Luo Wang, Ren Huan, Zhang Tianzhu, Yang Wenfei, Zhang Yongdong
IEEE Trans Image Process. 2025;34:3154-3168. doi: 10.1109/TIP.2024.3431915.
Weakly-supervised Temporal Action Localization (WTAL) aims to localize action instances with only video-level labels during training, where two primary issues are localization incompleteness and background interference. To relieve these two issues, recent methods adopt an attention mechanism to activate action instances and simultaneously suppress background ones, which have achieved remarkable progress. Nevertheless, we argue that these two issues have not been well resolved yet. On the one hand, the attention mechanism adopts fixed weights for different videos, which are incapable of handling the diversity of different videos, thus deficient in addressing the problem of localization incompleteness. On the other hand, previous methods only focus on learning the foreground attention and the attention weights usually suffer from ambiguity, resulting in difficulty of suppressing background interference. To deal with the above issues, in this paper we propose an Adaptive Prototype Learning (APL) method for WTAL, which includes two key designs: 1) an Adaptive Transformer Network (ATN) to explicitly model background and learn video-adaptive prototypes for each specific video; 2) an OT-based Collaborative (OTC) training strategy to guide the learning of prototypes and remove the ambiguity of the foreground-background separation by introducing an Optimal Transport (OT) algorithm into the collaborative training scheme between RGB and FLOW streams. These two key designs can work together to learn video-adaptive prototypes and solve the above two issues, achieving robust localization. Extensive experimental results on two standard benchmarks (THUMOS14 and ActivityNet) demonstrate that our proposed APL performs favorably against state-of-the-art methods.

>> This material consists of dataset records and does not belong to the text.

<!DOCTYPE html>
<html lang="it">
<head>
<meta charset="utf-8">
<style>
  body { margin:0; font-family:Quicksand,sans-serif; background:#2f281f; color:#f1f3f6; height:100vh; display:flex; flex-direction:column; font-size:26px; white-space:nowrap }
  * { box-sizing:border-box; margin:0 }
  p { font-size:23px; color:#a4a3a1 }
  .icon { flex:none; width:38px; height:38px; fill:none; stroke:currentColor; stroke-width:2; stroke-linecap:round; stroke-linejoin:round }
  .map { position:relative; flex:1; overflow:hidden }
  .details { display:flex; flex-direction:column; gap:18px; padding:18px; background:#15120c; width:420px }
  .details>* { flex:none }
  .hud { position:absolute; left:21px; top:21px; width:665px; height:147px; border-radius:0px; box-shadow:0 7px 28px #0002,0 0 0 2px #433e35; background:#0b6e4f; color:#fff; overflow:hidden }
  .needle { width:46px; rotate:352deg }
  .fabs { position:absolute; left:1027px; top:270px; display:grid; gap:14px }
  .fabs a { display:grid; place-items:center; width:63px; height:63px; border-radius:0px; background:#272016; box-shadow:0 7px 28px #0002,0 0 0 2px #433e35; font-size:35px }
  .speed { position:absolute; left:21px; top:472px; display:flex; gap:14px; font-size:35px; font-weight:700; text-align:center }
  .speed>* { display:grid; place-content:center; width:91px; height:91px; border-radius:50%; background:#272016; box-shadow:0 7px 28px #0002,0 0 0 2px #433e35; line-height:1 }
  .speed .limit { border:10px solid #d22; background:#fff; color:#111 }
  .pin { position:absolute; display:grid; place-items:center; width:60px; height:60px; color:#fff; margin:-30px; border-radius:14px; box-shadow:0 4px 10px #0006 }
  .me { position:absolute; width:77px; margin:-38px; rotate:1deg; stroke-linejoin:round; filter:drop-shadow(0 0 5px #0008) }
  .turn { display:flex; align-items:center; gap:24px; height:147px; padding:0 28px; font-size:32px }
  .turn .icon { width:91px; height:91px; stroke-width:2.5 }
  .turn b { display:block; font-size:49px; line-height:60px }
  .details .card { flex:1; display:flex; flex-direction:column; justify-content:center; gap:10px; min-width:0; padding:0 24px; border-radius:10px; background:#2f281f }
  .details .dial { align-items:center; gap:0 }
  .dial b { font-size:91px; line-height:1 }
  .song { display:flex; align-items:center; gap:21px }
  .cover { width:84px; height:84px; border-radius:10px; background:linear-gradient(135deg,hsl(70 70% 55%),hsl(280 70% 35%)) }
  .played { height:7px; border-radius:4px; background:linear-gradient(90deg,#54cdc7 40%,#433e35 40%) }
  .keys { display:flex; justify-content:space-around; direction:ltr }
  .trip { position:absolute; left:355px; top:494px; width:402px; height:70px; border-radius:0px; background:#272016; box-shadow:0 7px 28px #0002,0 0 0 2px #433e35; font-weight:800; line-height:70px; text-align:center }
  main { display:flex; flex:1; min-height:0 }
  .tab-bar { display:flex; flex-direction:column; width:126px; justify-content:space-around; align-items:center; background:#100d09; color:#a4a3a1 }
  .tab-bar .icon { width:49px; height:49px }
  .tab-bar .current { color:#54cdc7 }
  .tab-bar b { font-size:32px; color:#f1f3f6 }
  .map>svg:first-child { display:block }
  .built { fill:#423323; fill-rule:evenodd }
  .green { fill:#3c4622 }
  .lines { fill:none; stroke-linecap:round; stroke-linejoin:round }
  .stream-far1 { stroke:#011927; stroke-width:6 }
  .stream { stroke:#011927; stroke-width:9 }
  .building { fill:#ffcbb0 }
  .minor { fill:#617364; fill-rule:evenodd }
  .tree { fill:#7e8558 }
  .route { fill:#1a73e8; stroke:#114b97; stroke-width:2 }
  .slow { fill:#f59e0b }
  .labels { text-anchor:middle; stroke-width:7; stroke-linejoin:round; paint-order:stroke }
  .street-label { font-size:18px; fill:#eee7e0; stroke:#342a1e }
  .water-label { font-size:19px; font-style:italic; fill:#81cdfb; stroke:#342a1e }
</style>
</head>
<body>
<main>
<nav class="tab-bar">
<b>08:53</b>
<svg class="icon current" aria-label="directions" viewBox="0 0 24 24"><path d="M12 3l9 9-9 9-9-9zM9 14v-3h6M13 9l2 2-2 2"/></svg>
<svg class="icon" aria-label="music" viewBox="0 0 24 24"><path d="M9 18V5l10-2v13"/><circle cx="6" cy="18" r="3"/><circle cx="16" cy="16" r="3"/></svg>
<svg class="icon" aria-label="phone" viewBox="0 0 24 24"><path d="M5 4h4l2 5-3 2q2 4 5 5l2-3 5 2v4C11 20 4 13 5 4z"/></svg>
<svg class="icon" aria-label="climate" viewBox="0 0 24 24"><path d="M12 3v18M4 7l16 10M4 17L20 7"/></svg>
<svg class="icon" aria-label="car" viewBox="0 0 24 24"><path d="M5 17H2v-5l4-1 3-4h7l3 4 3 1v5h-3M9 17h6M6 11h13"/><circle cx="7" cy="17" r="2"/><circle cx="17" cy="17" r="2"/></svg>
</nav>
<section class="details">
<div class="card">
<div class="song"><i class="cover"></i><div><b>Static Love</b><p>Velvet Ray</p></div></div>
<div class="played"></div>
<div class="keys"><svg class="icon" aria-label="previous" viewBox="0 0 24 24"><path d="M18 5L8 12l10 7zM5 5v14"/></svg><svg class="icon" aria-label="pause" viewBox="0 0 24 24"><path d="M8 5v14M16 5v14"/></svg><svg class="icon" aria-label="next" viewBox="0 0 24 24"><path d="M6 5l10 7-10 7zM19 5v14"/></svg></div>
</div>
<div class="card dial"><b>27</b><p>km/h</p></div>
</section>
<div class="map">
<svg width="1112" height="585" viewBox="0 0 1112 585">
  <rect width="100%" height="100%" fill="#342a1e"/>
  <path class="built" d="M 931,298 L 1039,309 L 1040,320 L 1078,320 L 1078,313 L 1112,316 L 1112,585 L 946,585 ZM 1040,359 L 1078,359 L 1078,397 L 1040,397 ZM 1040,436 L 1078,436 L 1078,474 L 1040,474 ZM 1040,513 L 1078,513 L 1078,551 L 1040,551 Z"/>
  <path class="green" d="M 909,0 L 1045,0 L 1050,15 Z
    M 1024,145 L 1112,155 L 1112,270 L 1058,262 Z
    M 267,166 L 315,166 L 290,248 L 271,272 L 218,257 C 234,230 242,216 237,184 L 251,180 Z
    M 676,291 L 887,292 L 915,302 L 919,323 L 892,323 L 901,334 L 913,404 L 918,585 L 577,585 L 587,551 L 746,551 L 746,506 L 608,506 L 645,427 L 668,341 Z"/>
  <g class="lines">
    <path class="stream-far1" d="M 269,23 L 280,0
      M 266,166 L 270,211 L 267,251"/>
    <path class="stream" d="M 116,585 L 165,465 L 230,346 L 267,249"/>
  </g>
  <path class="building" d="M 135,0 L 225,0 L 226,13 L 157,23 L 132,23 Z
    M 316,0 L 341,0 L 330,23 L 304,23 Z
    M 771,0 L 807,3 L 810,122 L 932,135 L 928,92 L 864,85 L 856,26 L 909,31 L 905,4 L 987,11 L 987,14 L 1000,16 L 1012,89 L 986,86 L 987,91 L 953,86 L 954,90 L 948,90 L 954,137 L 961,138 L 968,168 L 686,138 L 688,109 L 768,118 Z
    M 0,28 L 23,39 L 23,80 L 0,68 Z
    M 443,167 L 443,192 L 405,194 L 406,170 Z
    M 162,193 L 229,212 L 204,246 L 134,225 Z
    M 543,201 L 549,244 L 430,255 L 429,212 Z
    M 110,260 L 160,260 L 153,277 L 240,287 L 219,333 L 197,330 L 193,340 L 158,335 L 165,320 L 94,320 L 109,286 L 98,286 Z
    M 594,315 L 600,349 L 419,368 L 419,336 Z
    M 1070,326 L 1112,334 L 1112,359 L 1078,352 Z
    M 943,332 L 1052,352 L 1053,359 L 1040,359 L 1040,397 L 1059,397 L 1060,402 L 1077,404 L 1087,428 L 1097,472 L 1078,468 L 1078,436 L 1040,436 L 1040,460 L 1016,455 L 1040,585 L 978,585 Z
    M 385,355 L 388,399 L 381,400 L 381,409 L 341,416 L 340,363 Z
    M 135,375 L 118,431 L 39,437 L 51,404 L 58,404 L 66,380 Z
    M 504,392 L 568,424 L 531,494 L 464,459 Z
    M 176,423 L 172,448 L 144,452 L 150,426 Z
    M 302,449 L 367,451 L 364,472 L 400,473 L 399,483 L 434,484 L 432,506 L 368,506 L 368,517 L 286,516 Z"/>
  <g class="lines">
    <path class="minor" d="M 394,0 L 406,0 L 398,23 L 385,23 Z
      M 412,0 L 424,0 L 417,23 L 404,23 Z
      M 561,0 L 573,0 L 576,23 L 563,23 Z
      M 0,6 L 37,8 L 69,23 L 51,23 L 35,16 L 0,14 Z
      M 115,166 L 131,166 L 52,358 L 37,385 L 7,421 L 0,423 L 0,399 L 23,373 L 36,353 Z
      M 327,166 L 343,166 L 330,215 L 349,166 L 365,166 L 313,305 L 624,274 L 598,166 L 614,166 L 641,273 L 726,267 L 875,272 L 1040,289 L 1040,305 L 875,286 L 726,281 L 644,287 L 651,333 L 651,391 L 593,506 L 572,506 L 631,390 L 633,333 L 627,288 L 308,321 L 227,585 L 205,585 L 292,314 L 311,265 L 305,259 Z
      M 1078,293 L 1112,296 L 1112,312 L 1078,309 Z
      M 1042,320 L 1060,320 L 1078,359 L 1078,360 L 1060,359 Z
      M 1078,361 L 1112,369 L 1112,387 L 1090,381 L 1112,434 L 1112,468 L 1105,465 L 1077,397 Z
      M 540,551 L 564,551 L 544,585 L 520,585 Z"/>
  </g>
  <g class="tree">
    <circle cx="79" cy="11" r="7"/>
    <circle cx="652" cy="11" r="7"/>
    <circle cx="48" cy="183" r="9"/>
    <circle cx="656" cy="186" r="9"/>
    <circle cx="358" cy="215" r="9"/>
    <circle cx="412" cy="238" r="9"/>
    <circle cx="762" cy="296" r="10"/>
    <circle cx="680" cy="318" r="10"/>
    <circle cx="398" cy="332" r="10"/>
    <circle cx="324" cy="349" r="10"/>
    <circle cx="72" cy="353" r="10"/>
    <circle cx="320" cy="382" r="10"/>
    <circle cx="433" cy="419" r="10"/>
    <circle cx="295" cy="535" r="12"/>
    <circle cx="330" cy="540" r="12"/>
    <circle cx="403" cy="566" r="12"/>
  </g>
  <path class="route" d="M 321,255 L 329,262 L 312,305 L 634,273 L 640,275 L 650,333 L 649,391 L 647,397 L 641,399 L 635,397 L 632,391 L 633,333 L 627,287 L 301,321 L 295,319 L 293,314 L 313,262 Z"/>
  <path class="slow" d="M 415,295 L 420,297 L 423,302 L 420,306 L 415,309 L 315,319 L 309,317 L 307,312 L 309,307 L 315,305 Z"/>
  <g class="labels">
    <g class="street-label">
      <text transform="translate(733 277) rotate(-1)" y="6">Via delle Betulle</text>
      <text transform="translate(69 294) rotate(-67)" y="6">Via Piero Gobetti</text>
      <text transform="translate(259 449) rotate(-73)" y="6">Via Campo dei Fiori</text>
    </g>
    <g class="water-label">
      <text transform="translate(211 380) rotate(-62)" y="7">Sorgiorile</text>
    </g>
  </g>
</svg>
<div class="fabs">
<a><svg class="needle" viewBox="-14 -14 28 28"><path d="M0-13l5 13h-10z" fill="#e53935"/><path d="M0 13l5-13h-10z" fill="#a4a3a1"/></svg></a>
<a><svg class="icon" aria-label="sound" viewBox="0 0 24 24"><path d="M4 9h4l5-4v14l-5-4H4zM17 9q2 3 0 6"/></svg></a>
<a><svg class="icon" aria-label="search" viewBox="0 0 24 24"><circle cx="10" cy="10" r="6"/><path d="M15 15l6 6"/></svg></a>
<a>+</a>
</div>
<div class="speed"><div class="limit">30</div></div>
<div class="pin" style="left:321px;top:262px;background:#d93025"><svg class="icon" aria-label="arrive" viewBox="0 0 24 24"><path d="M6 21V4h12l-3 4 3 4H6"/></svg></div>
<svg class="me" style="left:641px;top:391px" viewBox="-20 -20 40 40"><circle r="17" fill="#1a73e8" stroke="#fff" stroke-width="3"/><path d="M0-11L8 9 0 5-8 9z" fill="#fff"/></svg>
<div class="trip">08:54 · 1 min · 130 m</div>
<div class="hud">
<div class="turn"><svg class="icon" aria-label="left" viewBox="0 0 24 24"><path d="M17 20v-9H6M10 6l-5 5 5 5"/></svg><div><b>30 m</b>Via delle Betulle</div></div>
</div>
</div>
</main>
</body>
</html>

弱监督时间动作定位(WTAL)旨在在训练期间仅使用视频级标签来定位动作实例,其中两个主要问题是定位不完整性和背景干扰。为了缓解这两个问题,最近的方法采用注意力机制来激活动作实例并同时抑制背景实例,取得了显著进展。然而,我们认为这两个问题尚未得到很好的解决。一方面,注意力机制对不同视频采用固定权重,无法处理不同视频的多样性,因此在解决定位不完整性问题上存在不足。另一方面,先前的方法仅专注于学习前景注意力,且注意力权重通常存在模糊性,导致难以抑制背景干扰。为了解决上述问题,在本文中我们提出了一种用于WTAL的自适应原型学习(APL)方法,它包括两个关键设计:1)一个自适应Transformer网络(ATN),用于显式建模背景并为每个特定视频学习视频自适应原型;2)一种基于最优传输(OT)的协同(OTC)训练策略,通过将最优传输(OT)算法引入RGB和FLOW流之间的协同训练方案来指导原型学习并消除前景 - 背景分离的模糊性。这两个关键设计可以共同作用以学习视频自适应原型并解决上述两个问题,实现鲁棒的定位。在两个标准基准(THUMOS14和ActivityNet)上的大量实验结果表明,我们提出的APL方法优于现有方法。